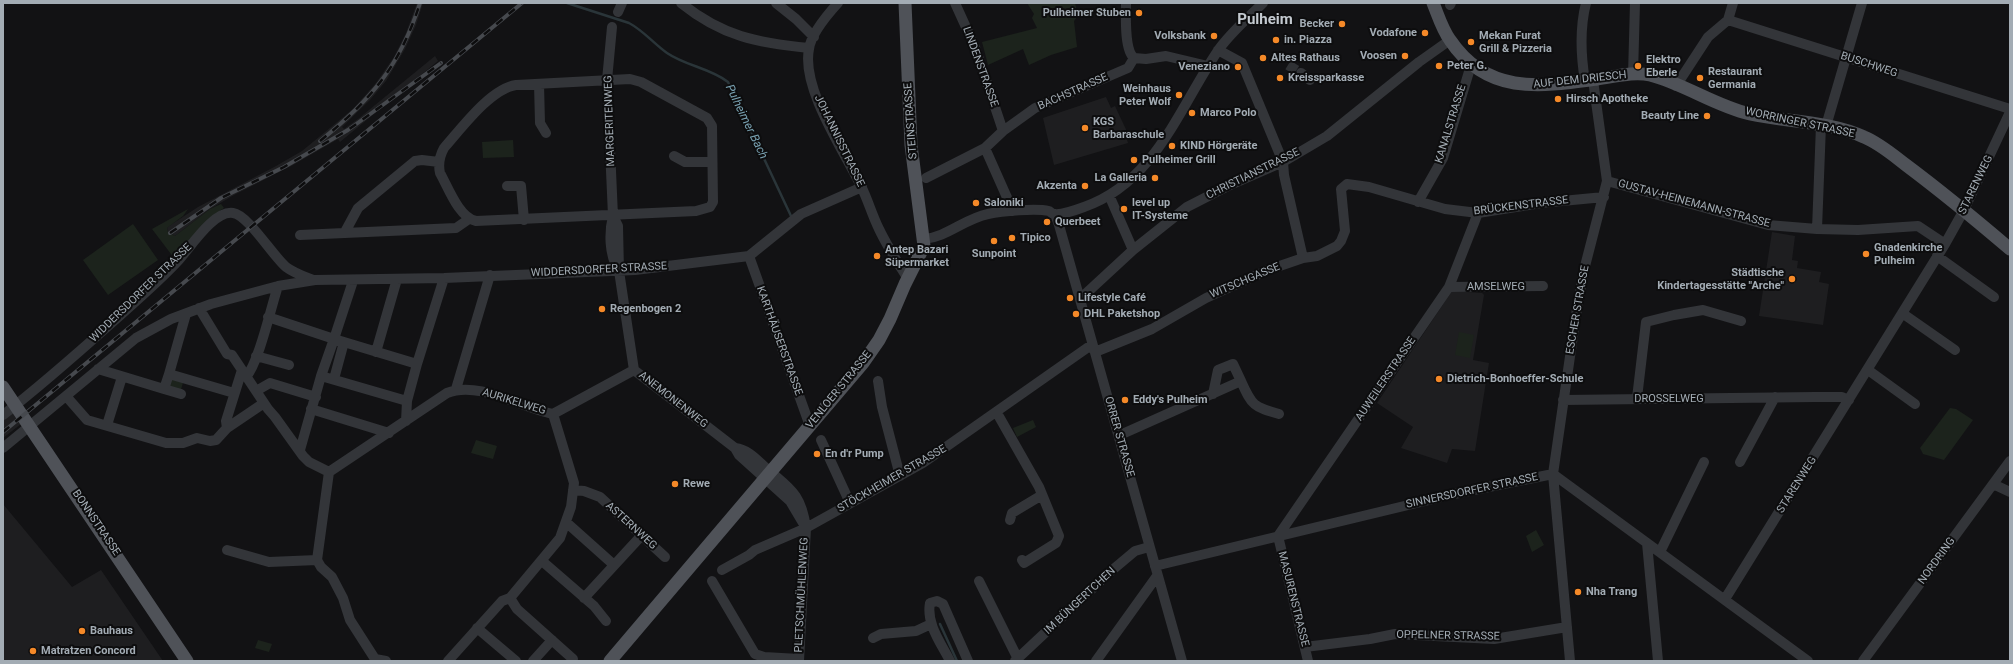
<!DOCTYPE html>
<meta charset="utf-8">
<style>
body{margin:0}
#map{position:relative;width:2013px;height:664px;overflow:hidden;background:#121214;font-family:Roboto,sans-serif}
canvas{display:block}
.frame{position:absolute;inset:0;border:4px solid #a3acb4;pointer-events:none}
</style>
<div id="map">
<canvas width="2013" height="664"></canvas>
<div class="frame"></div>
</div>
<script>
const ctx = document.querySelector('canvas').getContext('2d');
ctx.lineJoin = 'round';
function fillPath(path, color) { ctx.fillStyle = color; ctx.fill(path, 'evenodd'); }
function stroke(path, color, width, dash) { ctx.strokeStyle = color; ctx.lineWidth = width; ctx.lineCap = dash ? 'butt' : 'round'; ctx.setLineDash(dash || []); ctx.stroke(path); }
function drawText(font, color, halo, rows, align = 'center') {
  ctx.font = font + ' Roboto,sans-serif'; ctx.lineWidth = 4; ctx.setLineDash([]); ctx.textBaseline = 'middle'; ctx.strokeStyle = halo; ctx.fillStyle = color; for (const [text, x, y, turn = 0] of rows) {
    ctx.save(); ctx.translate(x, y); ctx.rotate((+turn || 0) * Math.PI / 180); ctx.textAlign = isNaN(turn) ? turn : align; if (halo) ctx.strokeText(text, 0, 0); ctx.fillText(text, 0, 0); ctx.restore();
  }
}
fillPath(new Path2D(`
 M417 3H423L416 25 405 49 386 81 370 100 342 127 344 129 358 119 435 56 438 61 340 142 338 139 293 165 234 195 210 209 175 236 168 232 167 228 169 226 198 207 276 166 302 151 353 109 376 83 394 57 406 33Z
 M1106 97 1111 108 1115 106 1130 138 1127 140 1128 143 1054 165 1043 118Z
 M1772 232 1795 236 1792 260 1798 261 1797 268 1821 272 1819 282 1829 284 1823 325 1759 316Z
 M1452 291 1482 293 1484 295 1473 360 1489 363 1475 451 1452 449 1447 463 1401 448 1413 427 1377 403Z
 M13 411 21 424 3 438V419Z
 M3 504 72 587 101 570 163 661H3Z`), '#1e1e20');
fillPath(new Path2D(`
 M1027 3H1075L1078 16 1074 21 1077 47 1051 55 1029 65 1023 49 988 65 982 42 1037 28 1032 18 1034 14Z
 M513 140 514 157 483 158 482 142Z
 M221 204 224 208C202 221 193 242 174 258L152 229 188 209 183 216 167 228 168 232 175 236 210 209Z
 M133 224 158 260 108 295 83 260Z
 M1459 332 1474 335 1470 358 1455 355Z
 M169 375 184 379 180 393 166 389Z
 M1950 408 1956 409 1973 420 1944 460 1923 454 1920 448Z
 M1033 420 1036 427 1017 437 1013 428Z
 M476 440 497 446 493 459 471 453Z
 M1536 530 1544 545 1532 552 1526 536Z
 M258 640 272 644 269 652 255 648Z`), '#1c231c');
stroke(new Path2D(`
 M567 3 629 23C644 31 654 44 667 53 686 66 710 68 728 82L791 216
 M940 624 957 661`), '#2a3539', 2.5);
stroke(new Path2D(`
 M1288 65 1301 73`), '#2f3134', 10, [10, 5]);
stroke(new Path2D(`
 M681 3C722 36 757 43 809 48
 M776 3 796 19 814 37
 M838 3C828 14 811 34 809 49 801 88 844 151 861 186 868 200 872 215 879 229 887 246 898 263 908 279
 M955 3 975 47 1003 131
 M1126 3C1126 15 1124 50 1134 58
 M1450 5 1451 3
 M618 12 622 3
 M1728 20 2010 109
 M612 27 607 80 613 216C609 232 609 254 618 269
 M1218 50 1242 63 1283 162 1284 175 1303 258
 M1134 58 1146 59 1166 56 1208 66
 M1301 73 1310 80
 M1633 75 1635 3
 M630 79 641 82 707 118 712 126 713 202 710 207 696 211 476 221C459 218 448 187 440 173 438 164 439 157 444 148 461 129 490 89 516 85Z
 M1585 81C1581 57 1580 27 1586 3
 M539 84 540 123 546 133
 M1676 86 1708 37 1728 20 1733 3
 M1826 126 1862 3
 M985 148 1013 211
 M674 156 685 162H712
 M926 178 985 148 1003 131 1035 108 1128 68 1134 58
 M1607 181 1768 225 1817 229 1858 230 1918 226 1945 244
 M507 186H521L524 220
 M1109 195 1133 250
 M1418 202 1443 158 1471 65
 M1055 214 1059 225 1182 661
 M613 216 618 226 619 271 634 370 735 448 739 455 790 501 806 528
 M1817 229 1821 125
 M345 232 358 208 415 161 422 160 439 162
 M300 235 456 228 469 219
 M924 239C947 237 964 219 988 214 1002 211 1036 208 1049 211 1051 212 1052 214 1054 214 1062 215 1076 210 1084 207 1154 183 1179 109 1217 52 1229 34 1248 18 1263 3
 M749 256 810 426
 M1937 256 1994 297
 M1449 287 1543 286
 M1080 299 1133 250 1187 207 1228 186 1283 162 1327 136 1419 62 1450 40
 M199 308 227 354 232 355 268 409 275 417 303 456 309 462 329 472
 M1902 313 1955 350
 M186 314 169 374 234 393
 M268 317 334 339 353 281
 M376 352 397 279
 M1095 352 1152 329 1206 298 1268 270 1303 258 1317 256 1337 246 1341 241 1345 231 1341 189 1347 184 1369 187 1445 209 1478 213 1541 203 1604 197
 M256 356 289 365
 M98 369 164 389 169 374
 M1868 370 1915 404
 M246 377C259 362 271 307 278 286
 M334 379 344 342
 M878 381 882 407 900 476
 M164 389 181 394
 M456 389 490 275
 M256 391 270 383 316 397
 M1213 394 1218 370 1233 364 1241 381
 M66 396 87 420 166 443H183L197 438 210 441 216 440 227 428 264 403
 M1637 398 1646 322 1674 315 1703 310 1741 321
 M1563 400 1815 397H1842L1849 400
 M407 401 417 364
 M311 409 389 433
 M997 413 1039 487 1059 536 1056 543 1024 563 1022 560
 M3 415C42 385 79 352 116 319 136 301 157 283 176 263 189 250 213 210 233 213 248 215 273 256 286 267 294 273 303 276 313 280
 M406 421 407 401 321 376 334 339 417 364 444 278
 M107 425 122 377
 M227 428 226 421 242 370
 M1120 435 1241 381C1252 406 1254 407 1279 414
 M821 440 850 503
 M3 448 136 338 171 319 211 304 278 286 315 280 444 278 635 270 749 256 801 214 862 187
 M735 448C749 450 756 459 766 468 790 489 801 493 806 528L799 661
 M300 450 321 376
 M1740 462 1775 397
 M1993 484 2010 492
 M573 490 584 491 600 497 665 557
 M1010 520 1012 513 1042 495
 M567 523 614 565
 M1647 543 1658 661
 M227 550 269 562 317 560
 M1660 552 1704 462
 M317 560 329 472 447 393C479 380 521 408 553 414L634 370
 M317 560 321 567 332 577 343 598 350 620 375 659 386 661
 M542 561 594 606 606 621
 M1155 566 1454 494 1553 474 1808 661
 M722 570 749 555 755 550 806 528 923 463 1087 348 1093 347
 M712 581 755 654 764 657 799 659
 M979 581 1018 659
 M510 598 517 609 573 659
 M584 598 642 535
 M1725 599 1945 244 1964 210 2010 112
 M477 628 516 661
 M873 638 881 634 916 631 931 624
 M1305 647 1370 639 1395 634 1494 639 1567 627
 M448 661 502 601 510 598 560 538 571 507 574 483 553 414
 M533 661 552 640
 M950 661C941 643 926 624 930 603L937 601 943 604 968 661
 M1015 661 1110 572 1135 551 1149 547
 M1096 661 1157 576
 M1308 661 1278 536 1449 287 1478 213
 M1570 661 1553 474 1576 315 1584 270 1607 181 1593 80
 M1863 661 2010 461`), '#333539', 10);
stroke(new Path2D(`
 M1433 3C1438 15 1442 29 1450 40 1487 95 1539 87 1597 79 1613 77 1634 71 1650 75 1685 84 1715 106 1750 114 1787 122 1829 121 1864 137 1879 143 1893 155 1906 165 1942 192 1976 220 2010 249
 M3 387 187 661
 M610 661 863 363 879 340 890 319 905 284 924 246 911 145 905 3`), '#4f5258', 13);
const rail = new Path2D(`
 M320 141C371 100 400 66 420 3
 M170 233 221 198 284 167 348 130 441 63
 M3 432 522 3`);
stroke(rail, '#46494e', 4);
stroke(rail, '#0d0d0e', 2.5, [8]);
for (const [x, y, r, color] of [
 [1139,13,4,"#f58928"],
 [1342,24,4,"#f58928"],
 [1425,33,4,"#f58928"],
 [1214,36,4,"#f58928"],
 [1276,40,4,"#f58928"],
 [1471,42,4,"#f58928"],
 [1405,56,4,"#f58928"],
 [1263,58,4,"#f58928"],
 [1439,66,4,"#f58928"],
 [1638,66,4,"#f58928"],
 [1238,67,4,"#f58928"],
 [1280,78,4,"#f58928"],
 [1700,78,4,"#f58928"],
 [1179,95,4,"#f58928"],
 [1558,99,4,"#f58928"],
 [1192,113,4,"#f58928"],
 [1707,116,4,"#f58928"],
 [1085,128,4,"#f58928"],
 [1172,146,4,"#f58928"],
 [1134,160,4,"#f58928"],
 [1155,178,4,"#f58928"],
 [1085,186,4,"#f58928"],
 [976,203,4,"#f58928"],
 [1124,209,4,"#f58928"],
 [1047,222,4,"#f58928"],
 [1012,238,4,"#f58928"],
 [994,241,4,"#f58928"],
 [1866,254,4,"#f58928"],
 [877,256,4,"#f58928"],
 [1792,279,4,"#f58928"],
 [1070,298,4,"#f58928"],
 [602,309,4,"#f58928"],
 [1076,314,4,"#f58928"],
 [1439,379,4,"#f58928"],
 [1125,400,4,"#f58928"],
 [817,454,4,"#f58928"],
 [675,484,4,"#f58928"],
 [1578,592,4,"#f58928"],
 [82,631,4,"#f58928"],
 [33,651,4,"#f58928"]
]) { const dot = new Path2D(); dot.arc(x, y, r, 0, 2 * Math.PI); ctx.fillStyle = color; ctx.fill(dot); stroke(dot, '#0d0d0e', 1.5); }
drawText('bold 11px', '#a3acb4', '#0d0d0e', [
 ["Pulheimer Stuben",1131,13,"right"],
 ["Becker",1334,24,"right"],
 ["Vodafone",1417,33,"right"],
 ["Volksbank",1206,36,"right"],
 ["Mekan Furat",1479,36],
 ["Grill & Pizzeria",1479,49],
 ["in. Piazza",1284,40],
 ["Voosen",1397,56,"right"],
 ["Altes Rathaus",1271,58],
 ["Elektro",1646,60],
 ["Eberle",1646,73],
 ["Peter G.",1447,66],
 ["Veneziano",1230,67,"right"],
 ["Restaurant",1708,72],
 ["Germania",1708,85],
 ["Kreissparkasse",1288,78],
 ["Weinhaus",1171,89,"right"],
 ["Peter Wolf",1171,102,"right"],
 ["Hirsch Apotheke",1566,99],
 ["Marco Polo",1200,113],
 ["Beauty Line",1699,116,"right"],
 ["KGS",1093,122],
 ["Barbaraschule",1093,135],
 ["KIND Hörgeräte",1180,146],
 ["Pulheimer Grill",1142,160],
 ["La Galleria",1147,178,"right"],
 ["Akzenta",1077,186,"right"],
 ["Saloniki",984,203],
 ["level up",1132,203],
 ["IT-Systeme",1132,216],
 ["Querbeet",1055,222],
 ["Tipico",1020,238],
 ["Gnadenkirche",1874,248],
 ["Pulheim",1874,261],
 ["Antep Bazari",885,250],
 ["Süpermarket",885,263],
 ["Sunpoint",994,254,"center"],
 ["Städtische",1784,273,"right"],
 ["Kindertagesstätte \"Arche\"",1784,286,"right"],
 ["Lifestyle Café",1078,298],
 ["Regenbogen 2",610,309],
 ["DHL Paketshop",1084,314],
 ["Dietrich-Bonhoeffer-Schule",1447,379],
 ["Eddy's Pulheim",1133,400],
 ["En d'r Pump",825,454],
 ["Rewe",683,484],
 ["Nha Trang",1586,592],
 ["Bauhaus",90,631],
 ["Matratzen Concord",41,651]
], 'left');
drawText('11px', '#a3acb4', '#0d0d0e', [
 ["BUSCHWEG",1869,65,18],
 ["LINDENSTRASSE",980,67,70],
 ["AUF DEM DRIESCH",1580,80,-6],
 ["BACHSTRASSE",1073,92,-24],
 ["MARGERITENWEG",610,121,-92],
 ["STEINSTRASSE",911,121,-94],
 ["WORRINGER STRASSE",1800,123,12],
 ["KANALSTRASSE",1451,124,-73],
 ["JOHANNISSTRASSE",839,141,64],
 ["CHRISTIANSTRASSE",1253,174,-26],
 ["STARENWEG",1976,185,-64],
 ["GUSTAV-HEINEMANN-STRASSE",1694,204,15],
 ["BRÜCKENSTRASSE",1521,206,-7],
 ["WIDDERSDORFER STRASSE",599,270,-3],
 ["WITSCHGASSE",1245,281,-23],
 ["AMSELWEG",1496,287],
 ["WIDDERSDORFER STRASSE",141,293,-44],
 ["ESCHER STRASSE",1578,310,-80],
 ["KARTHÄUSERSTRASSE",779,341,70],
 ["AUWEILERSTRASSE",1386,379,-56],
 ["VENLOER STRASSE",839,390,-51],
 ["DROSSELWEG",1669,399],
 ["ANEMONENWEG",673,400,38],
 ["AURIKELWEG",514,402,17],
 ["ORRER STRASSE",1119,437,74],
 ["STÖCKHEIMER STRASSE",892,479,-30],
 ["STARENWEG",1797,485,-58],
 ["SINNERSDORFER STRASSE",1472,491,-12],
 ["BONNSTRASSE",96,523,56],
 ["ASTERNWEG",631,526,42],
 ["NORDRING",1937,561,-54],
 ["PLETSCHMÜHLENWEG",802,595,-87],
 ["MASURENSTRASSE",1293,599,76],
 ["IM BÜNGERTCHEN",1080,601,-43],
 ["OPPELNER STRASSE",1448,636,1]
]);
drawText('italic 12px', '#79a1b1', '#0d0d0e', [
 ["Pulheimer Bach",746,122,64]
]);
drawText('bold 15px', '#c4cad0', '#0d0d0e', [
 ["Pulheim",1265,20]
]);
</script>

· · · · · · ·

**Your assignment:** Copy out each line of the entries where the word "canvas" is found.

**Solution to the exercise:**
canvas{display:block}
<canvas width="2013" height="664"></canvas>
const ctx = document.querySelector('canvas').getContext('2d');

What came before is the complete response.